Shanghai - Chinese regulators handed down penalties in
the country’s first market manipulation case involving the stock exchange
connect program between Shanghai and Hong Kong.
Tang Hanbo was ordered to pay 250.7 million yuan ($36
million) for allegedly manipulating a Shanghai stock, Zhejiang China
Commodities City Group Co., the China Securities Regulatory Commission
said in a statement on Friday. Tang, separately hit with 925.4 million
yuan in fines and disgorgement over domestic trades, used accounts in Hong Kong
and the mainland to artificially move the stock, said the CSRC. The case
involved information sharing between the CSRC and its Hong Kong counterpart,
the Securities and Futures Commission, and comes amid ever-closer ties
between the agencies.
Trading Chinese stocks using connect-enabled accounts in
Hong Kong has less regulatory oversight because mainland regulators and
exchanges have real-time identification of every investor. While Hong Kong is
considering investor identification, for now authorities in the former British
colony can only get such data by requesting it from brokers.

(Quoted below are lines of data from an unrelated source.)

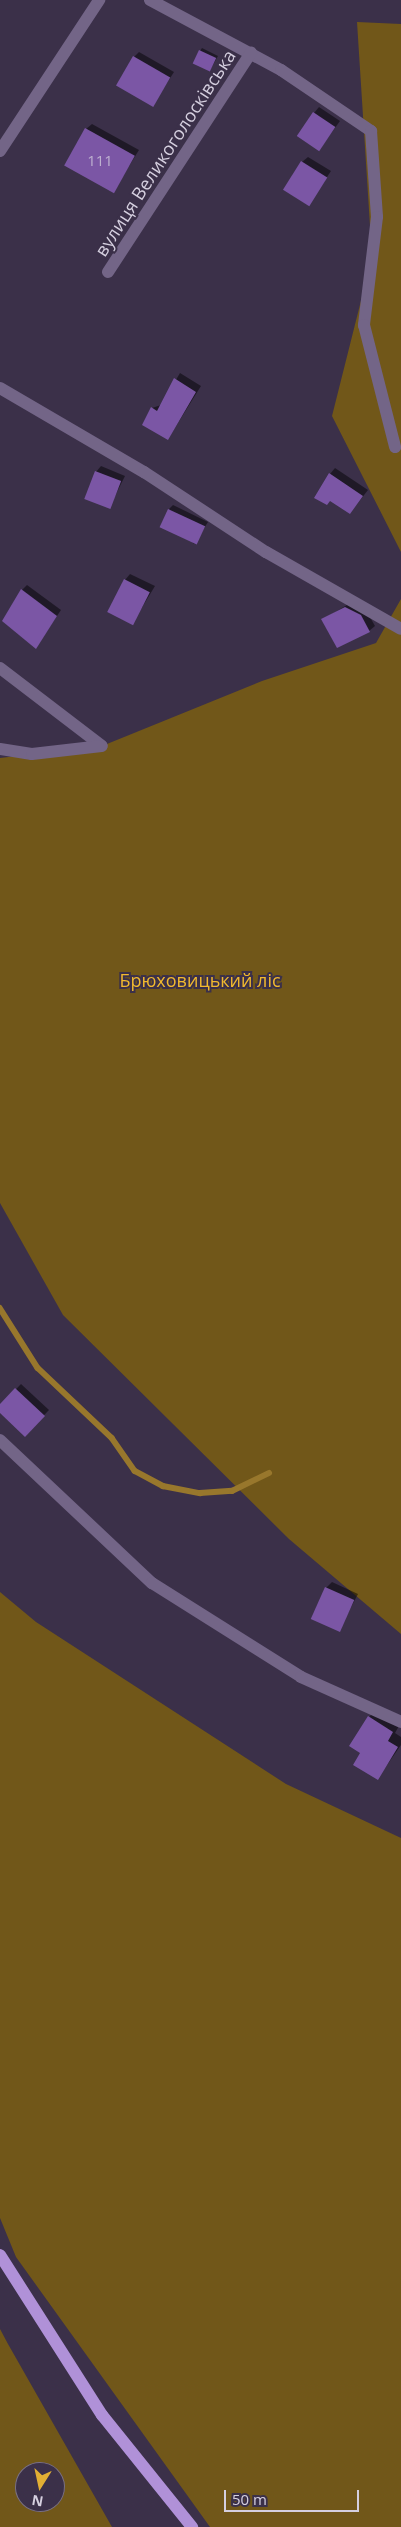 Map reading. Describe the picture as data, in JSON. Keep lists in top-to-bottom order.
{
  "streets": {
    "street": ["вулиця Великоголосківська"]
  },
  "parks": ["Брюховицький ліс"],
  "house_numbers": ["111"],
  "scale_bar": "50 m",
  "north": "bottom"
}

December’s start of a second trading link with a mainland
city, between Hong Kong and Shenzhen, was accompanied by an agreement to
strengthen regulatory and enforcement cooperation between China and Hong Kong,
including cross-border investigations into market misconduct.
Spoofing activity
In the Hong Kong-related penalties announced on Friday,
Chinese national Tang was fined 208.8 million yuan over trading in Zhejiang
China and told to give up illicit gains of 41.9 million yuan. C.L. Chow
& Macksion Chan, a law firm representing Tang in an earlier judicial
review, declined to comment. Fellow trader Wang Tao, who couldn’t be reached for
comment, was given a 600,000 yuan fine over the transactions.

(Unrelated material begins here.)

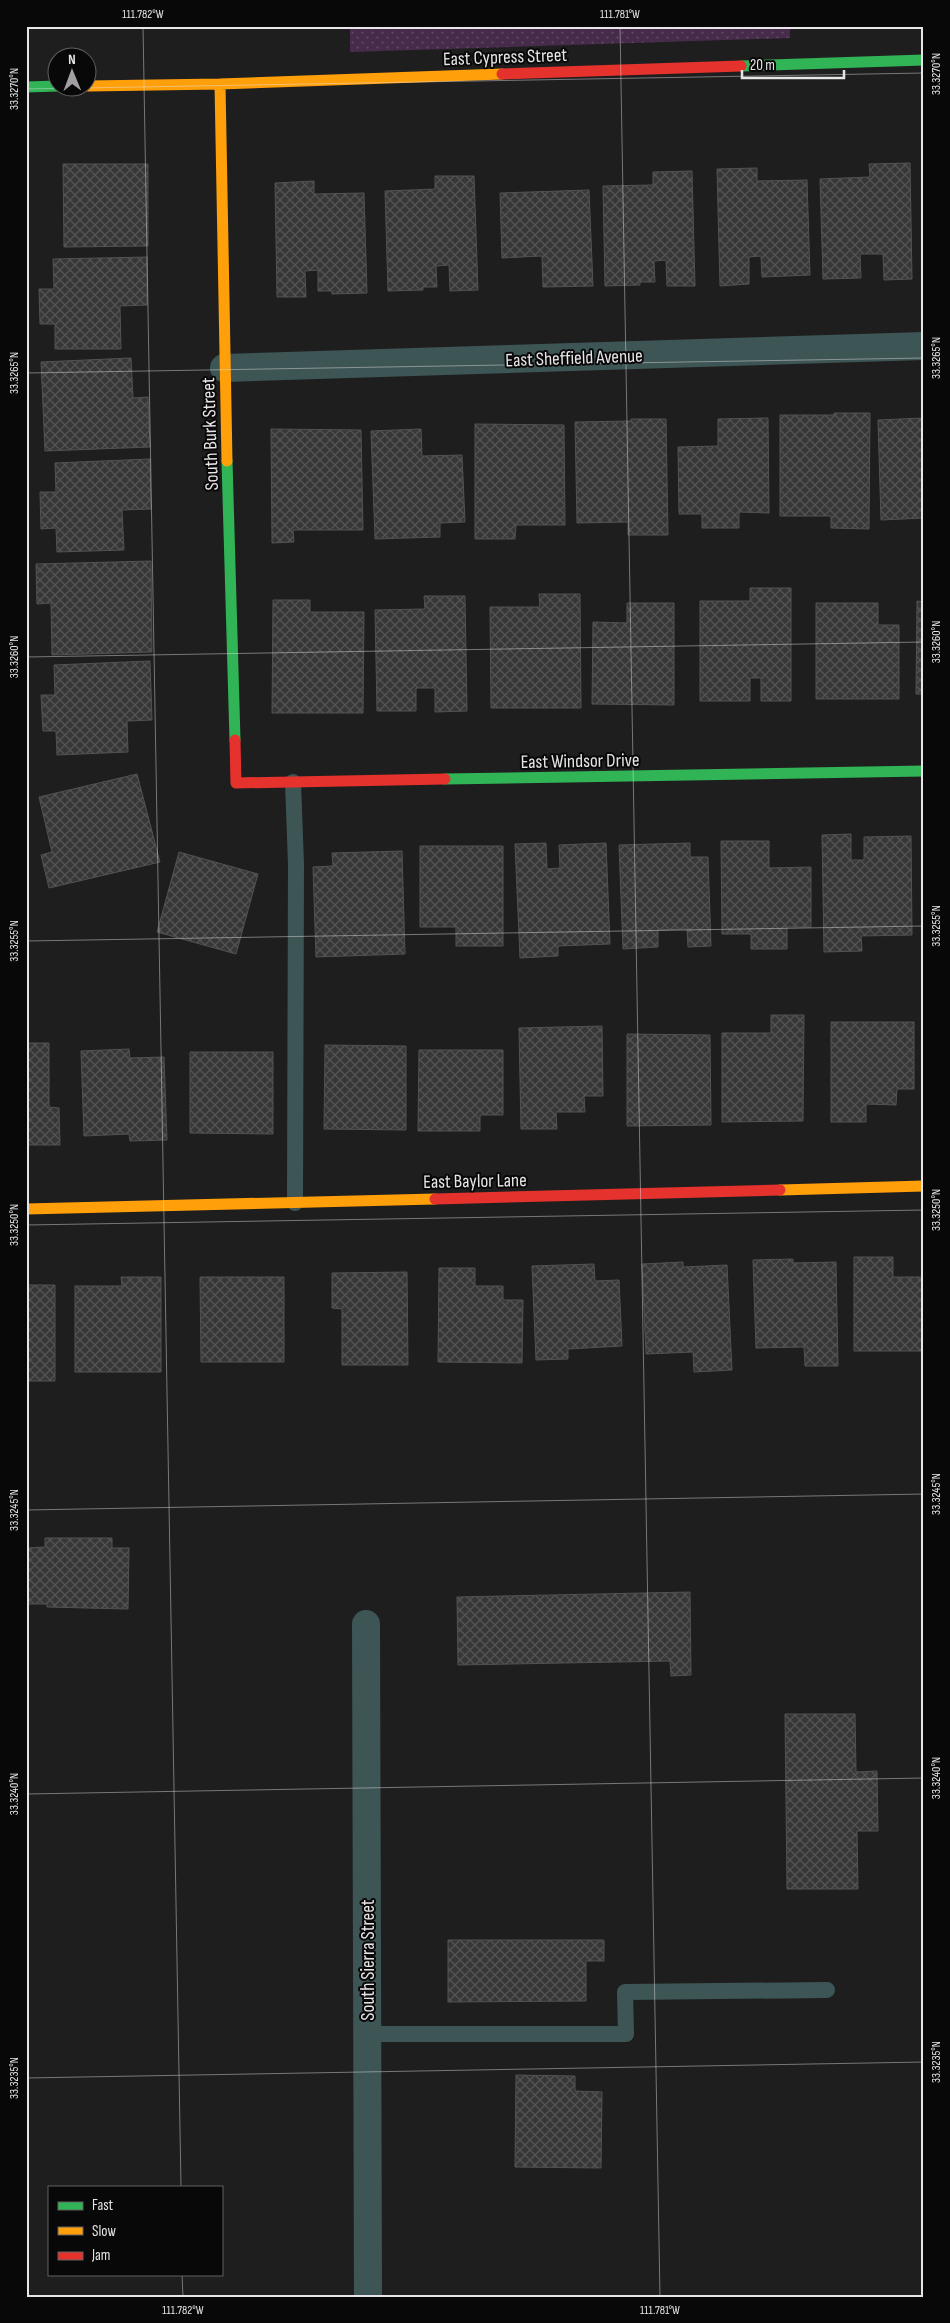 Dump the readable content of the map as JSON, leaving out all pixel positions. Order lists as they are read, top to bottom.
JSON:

Both traders have the right to appeal.
The CSRC published another case against Tang on Friday,
claiming that he and four of his relatives manipulated mainland stocks using
seven domestic accounts. The regulator issued a penalty against the five
accused individuals totaling 990.1 million yuan. The SFC also helped collect
evidence for the CSRC in the case.
In December, Tang filed a judicial review in Hong Kong
asking the High Court to rule unlawful the SFC’s seizure of trading data from
his home, information that was then shared with mainland officials.
The CSRC said that in the stock connect case Tang and
Wang allegedly engaged in practices that included spoofing, manipulating
opening and closing prices, and self-trading. From Febuary 4 to April 26, 2016,
their trading accounted for more than 10 percent of the stock’s daily volume.
In 10 days during that period, their activity was more than 20 percent of the
market in the shares.
Investor identification may soon be part of the Hong Kong
regulator’s toolkit. The SFC said last year it planned to consult the market on
a system that would allow it to identify investors in real time. The agency
said that such a move would allow it to react more quickly to market disruptions.